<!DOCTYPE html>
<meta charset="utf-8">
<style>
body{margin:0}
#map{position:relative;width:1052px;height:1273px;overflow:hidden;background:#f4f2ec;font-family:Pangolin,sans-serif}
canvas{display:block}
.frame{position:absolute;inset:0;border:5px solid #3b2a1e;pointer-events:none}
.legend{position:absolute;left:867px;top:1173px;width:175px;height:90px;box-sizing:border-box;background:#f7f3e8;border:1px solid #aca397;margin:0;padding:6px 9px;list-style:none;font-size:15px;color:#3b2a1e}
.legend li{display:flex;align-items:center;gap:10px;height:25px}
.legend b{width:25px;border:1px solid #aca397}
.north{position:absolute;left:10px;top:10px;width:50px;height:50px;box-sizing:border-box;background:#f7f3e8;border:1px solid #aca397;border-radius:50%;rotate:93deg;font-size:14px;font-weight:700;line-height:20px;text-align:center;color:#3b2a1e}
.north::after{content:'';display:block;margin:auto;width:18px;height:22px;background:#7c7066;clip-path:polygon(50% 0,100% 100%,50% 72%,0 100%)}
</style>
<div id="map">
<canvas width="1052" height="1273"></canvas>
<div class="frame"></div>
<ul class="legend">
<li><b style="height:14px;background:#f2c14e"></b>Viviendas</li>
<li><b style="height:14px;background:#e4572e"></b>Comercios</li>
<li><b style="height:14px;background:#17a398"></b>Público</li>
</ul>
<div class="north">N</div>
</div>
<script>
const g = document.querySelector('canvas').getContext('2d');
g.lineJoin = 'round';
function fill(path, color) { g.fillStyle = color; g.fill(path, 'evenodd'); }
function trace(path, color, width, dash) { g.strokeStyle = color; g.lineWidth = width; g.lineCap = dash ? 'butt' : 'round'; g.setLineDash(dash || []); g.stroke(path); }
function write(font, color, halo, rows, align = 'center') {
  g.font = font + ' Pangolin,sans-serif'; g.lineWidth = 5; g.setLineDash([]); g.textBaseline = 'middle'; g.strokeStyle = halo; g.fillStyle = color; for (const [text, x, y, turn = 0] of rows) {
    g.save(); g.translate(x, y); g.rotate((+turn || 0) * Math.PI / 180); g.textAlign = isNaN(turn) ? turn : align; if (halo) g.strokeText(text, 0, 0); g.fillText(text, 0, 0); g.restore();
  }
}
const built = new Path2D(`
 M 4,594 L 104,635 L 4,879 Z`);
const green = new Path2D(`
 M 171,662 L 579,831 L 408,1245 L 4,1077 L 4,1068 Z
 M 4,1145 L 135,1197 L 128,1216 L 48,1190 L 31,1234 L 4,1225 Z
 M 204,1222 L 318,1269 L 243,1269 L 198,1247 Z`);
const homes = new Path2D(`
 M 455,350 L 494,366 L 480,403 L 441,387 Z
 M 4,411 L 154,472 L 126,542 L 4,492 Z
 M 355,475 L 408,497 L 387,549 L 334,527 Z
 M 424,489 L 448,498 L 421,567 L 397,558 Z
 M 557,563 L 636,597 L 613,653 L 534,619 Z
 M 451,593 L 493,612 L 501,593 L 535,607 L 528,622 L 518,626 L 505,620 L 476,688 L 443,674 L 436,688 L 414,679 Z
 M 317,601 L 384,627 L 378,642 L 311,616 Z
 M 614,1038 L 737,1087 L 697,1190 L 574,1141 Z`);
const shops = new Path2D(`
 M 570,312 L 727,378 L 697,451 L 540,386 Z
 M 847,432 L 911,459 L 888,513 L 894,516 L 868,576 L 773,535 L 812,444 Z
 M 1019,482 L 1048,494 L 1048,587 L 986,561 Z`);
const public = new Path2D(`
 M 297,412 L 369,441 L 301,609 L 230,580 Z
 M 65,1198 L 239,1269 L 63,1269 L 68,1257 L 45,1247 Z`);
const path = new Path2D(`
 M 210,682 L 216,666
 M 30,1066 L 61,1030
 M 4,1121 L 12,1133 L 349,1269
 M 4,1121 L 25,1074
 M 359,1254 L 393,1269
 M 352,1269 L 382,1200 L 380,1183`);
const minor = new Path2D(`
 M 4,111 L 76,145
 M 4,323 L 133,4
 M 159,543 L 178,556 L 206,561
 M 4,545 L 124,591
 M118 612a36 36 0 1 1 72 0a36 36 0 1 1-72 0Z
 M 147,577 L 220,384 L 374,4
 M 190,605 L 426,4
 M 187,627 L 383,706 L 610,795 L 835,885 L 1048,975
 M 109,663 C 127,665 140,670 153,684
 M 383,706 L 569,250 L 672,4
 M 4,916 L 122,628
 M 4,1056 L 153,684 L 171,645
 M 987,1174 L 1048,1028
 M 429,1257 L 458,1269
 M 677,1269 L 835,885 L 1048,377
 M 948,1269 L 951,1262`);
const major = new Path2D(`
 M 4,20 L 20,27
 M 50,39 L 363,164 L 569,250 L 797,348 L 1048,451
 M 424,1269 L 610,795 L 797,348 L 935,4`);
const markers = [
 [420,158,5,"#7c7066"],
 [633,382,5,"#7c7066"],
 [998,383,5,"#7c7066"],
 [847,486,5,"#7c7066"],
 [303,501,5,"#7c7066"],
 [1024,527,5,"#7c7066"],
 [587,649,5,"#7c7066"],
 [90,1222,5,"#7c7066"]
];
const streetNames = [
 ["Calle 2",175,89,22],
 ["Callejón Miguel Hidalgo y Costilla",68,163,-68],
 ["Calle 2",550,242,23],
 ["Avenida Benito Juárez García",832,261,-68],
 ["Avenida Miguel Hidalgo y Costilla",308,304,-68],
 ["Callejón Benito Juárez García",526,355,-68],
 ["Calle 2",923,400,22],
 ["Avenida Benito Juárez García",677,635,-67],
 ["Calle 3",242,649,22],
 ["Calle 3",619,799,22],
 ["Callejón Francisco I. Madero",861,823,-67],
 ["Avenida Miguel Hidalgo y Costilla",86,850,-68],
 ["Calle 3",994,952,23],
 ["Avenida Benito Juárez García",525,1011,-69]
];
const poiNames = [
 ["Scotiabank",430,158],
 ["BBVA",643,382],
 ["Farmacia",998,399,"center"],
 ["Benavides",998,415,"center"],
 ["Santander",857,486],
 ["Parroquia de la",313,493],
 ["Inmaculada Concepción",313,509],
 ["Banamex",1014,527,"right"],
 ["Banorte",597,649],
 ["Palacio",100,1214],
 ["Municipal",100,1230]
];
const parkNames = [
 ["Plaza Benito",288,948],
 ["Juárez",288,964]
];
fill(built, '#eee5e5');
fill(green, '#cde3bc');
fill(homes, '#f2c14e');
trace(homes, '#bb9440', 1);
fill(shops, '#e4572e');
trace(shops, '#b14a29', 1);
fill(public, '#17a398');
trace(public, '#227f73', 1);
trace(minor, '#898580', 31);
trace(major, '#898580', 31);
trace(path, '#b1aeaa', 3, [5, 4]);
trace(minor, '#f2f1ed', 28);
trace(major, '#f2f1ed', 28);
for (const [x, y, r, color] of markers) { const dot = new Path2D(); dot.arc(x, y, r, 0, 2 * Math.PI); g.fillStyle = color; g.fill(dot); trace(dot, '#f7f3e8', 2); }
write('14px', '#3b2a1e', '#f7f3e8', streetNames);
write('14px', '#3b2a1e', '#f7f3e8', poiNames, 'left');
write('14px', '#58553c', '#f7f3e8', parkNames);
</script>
::::::::::
Directions
Where a line of the data holds "strokeStyle", show that line.

Reply
function trace(path, color, width, dash) { g.strokeStyle = color; g.lineWidth = width; g.lineCap = dash ? 'butt' : 'round'; g.setLineDash(dash || []); g.stroke(path); }
  g.font = font + ' Pangolin,sans-serif'; g.lineWidth = 5; g.setLineDash([]); g.textBaseline = 'middle'; g.strokeStyle = halo; g.fillStyle = color; for (const [text, x, y, turn = 0] of rows) {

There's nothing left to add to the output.